Drilling down further, they note that 29% of emails “leak the user’s email address to at least one third party, and that 19% of the senders sent at least one email that had such a leak.”

Of these leaks, 62% were intentional: they occur when remote content is embedded directly by the sender.

What’s the harm? Simply that the linking of web browsing with an email address can lead to the leaking of personally identifiable information (PII).

Whether through email or other means, “leaks of PII of logged-in users from first-party websites to third parties are rampant,” the writers allege. What’s more, email provides “a unique, persistent, real-world identifier, namely the email address.”

Here’s more on how it works.

Let’s say the person clicks through in the email. “Even if the link doesn’t contain any identifier, the web browser that opens the link will send the user’s cookie with the request,” the authors state.

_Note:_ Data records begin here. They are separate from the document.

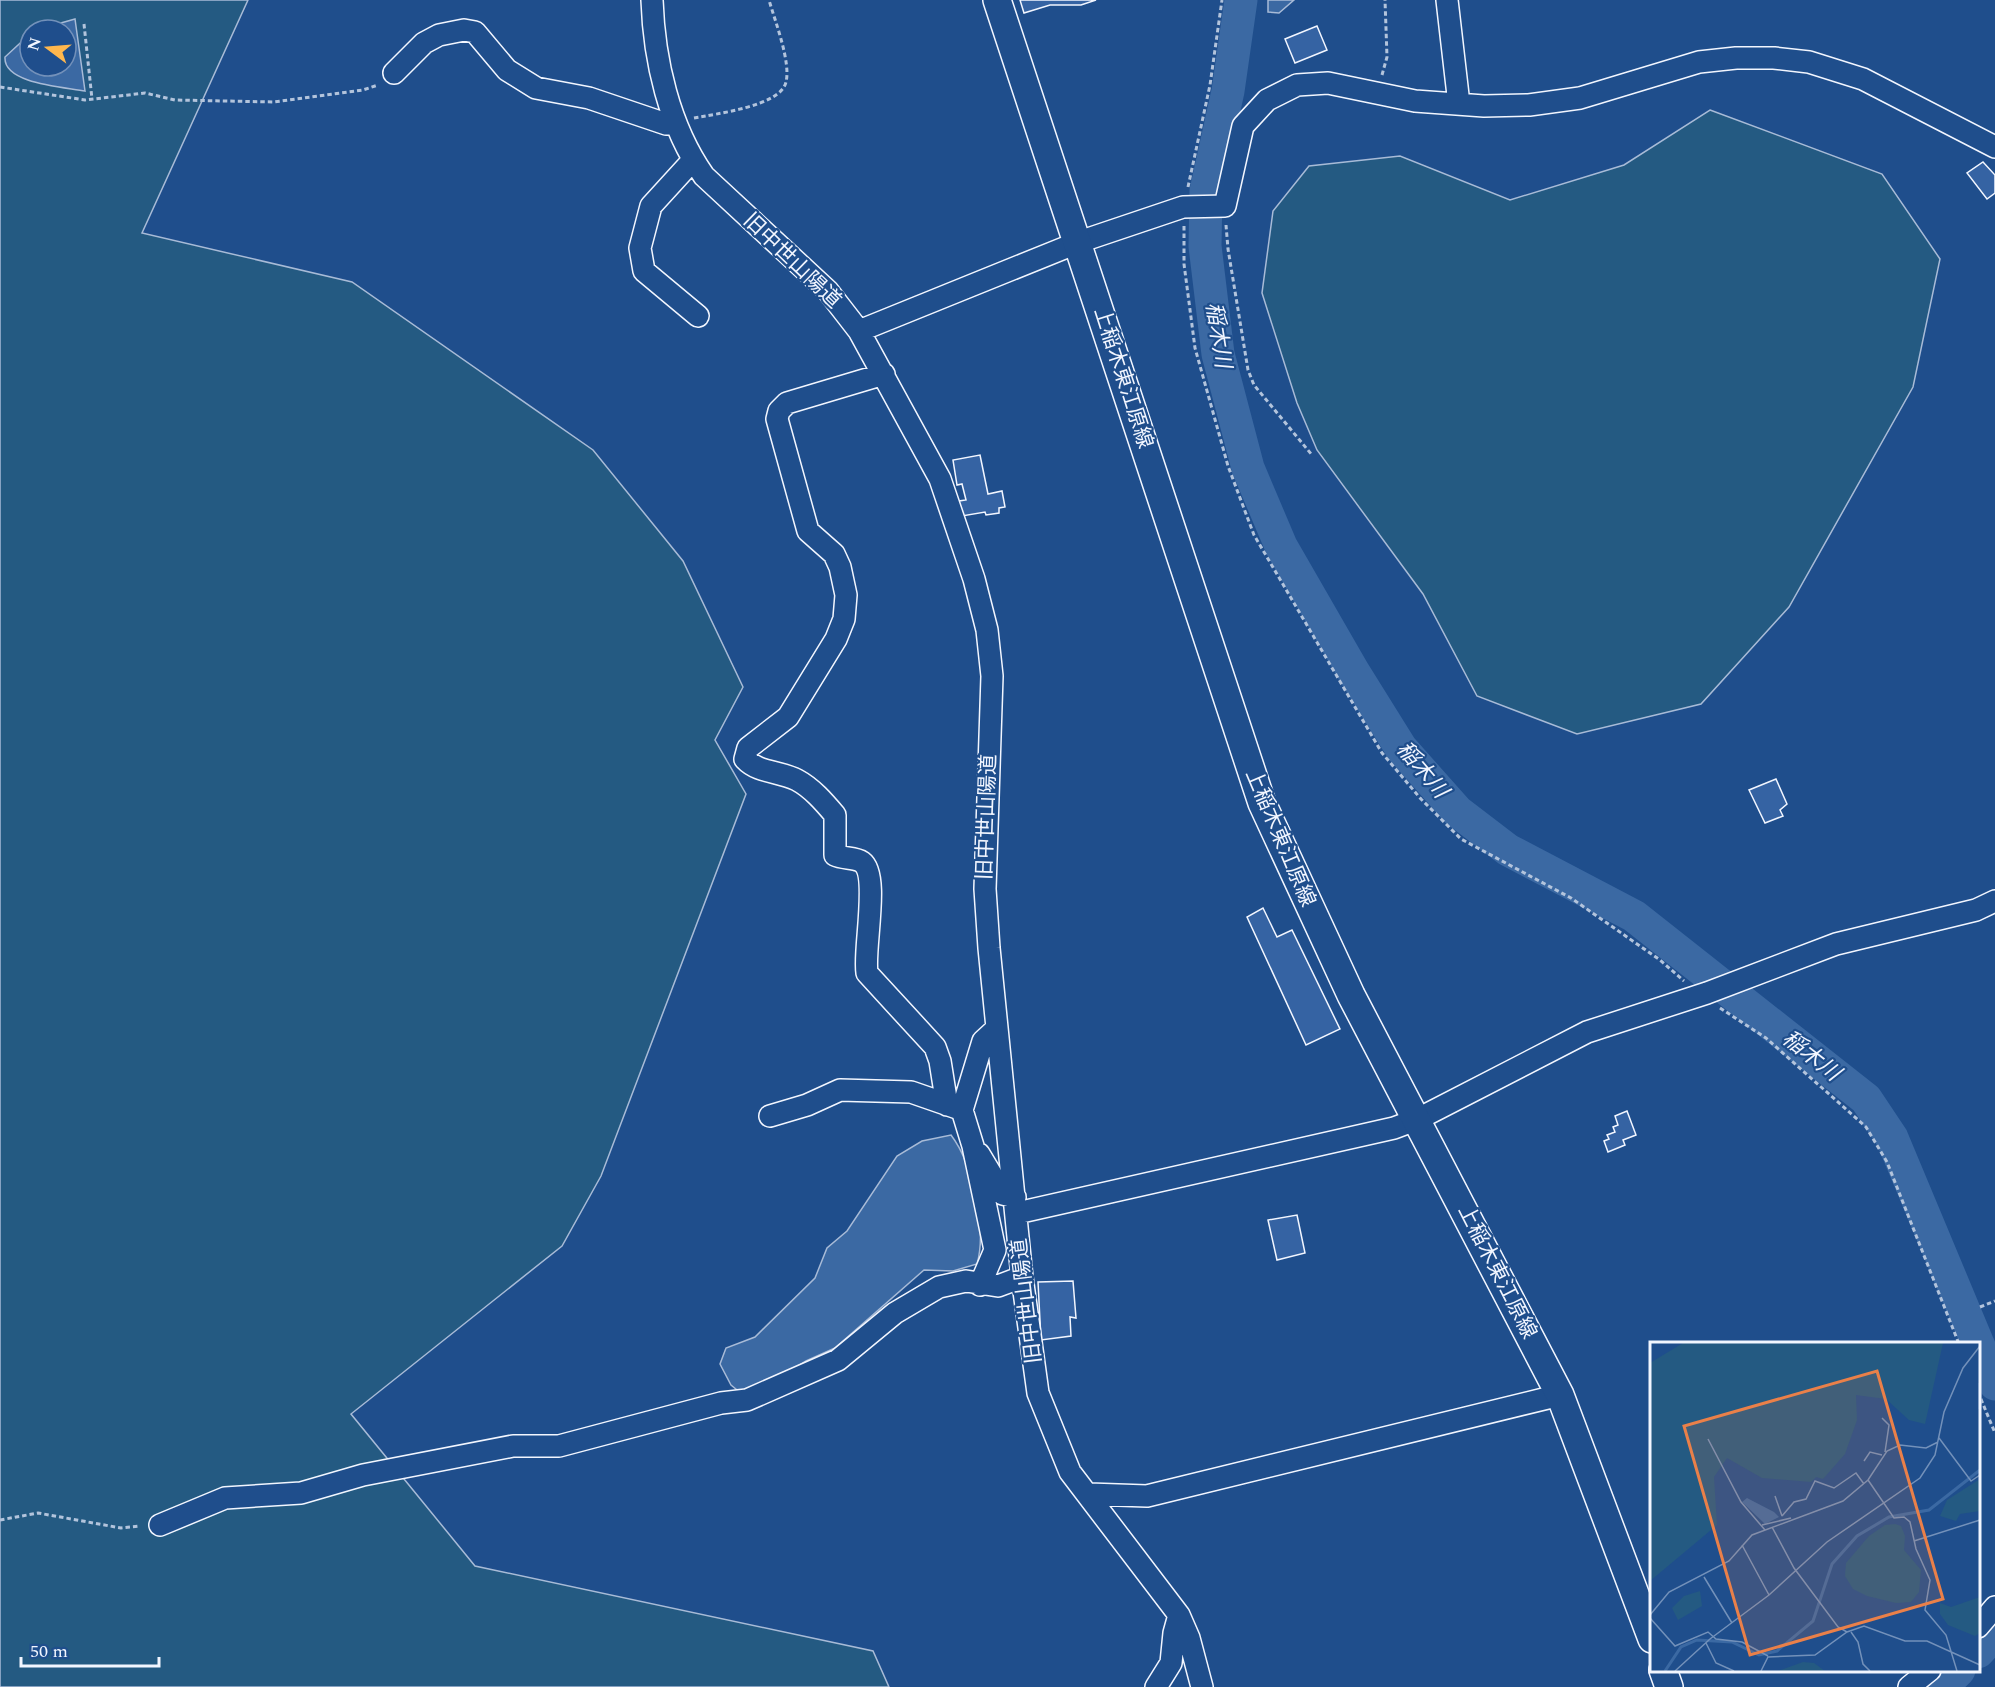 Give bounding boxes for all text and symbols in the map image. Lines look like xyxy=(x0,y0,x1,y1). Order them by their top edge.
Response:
north arrow xyxy=(18,18,78,78)
text: N xyxy=(21,35,48,54)
street label: 旧中世山陽道 xyxy=(736,206,848,316)
water label: 稲木川 xyxy=(1197,300,1240,372)
street label: 上稲木東江原線 xyxy=(1085,303,1161,453)
water label: 稲木川 xyxy=(1388,734,1457,807)
street label: 旧中世山陽道 xyxy=(969,753,1005,881)
street label: 上稲木東江原線 xyxy=(1237,764,1323,912)
water label: 稲木川 xyxy=(1775,1023,1849,1091)
street label: 上稲木東江原線 xyxy=(1449,1199,1545,1345)
street label: 旧中世山陽道 xyxy=(1003,1237,1051,1365)
inset map xyxy=(1650,1342,1980,1672)
scale bar xyxy=(21,1630,159,1668)
text: 50 m xyxy=(30,1638,68,1665)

Next, the browser links the cookie to the user’s email address, an identifier that may have been provided via a web form.

“Finally, the sender can pass on the email address — and other personally identifiable information (PII), if available — to embedded third parties using methods such as redirects and referrer headers,” they continue.  

EU regulators are probably poring over the report even as we speak.

One caveat should be added here. There are defenses. In general, they are identical to those used to block web tracking. But they are not 100% effective.

The researchers argue that “tracking protection should be at the center of a defensive strategy against email tracking. It can be employed either via HTML filtering on the server or via request blocking on the client.

Email tracking is facilitated by “modern graphical email clients" that  "allow rendering a subset of HTML,” the authors note.

They add that “JavaScript is invariably stripped, but embedded images and stylesheets are allowed.”

Those images are downloaded “and rendered by the email client when the user views the email” unless they are proxied by the user’s email server, the authors continue. But of the providers studied, “only Gmail and Yandex do so,” they state.

Proxying is described as follows: "when the recipient views the email, the mail user agent does not make any requests to third parties."

From the incoming emails, the authors also saw that many emailers use A/B testing.

What should an honest email marketer do? First, ensure that your privacy statement is upfront about these technologies. And make sure you understand them yourself.

In addiition, know your vendors, and get a sense of the field in general. The authors charge that a “small number of third parties” are responsible for the leaks.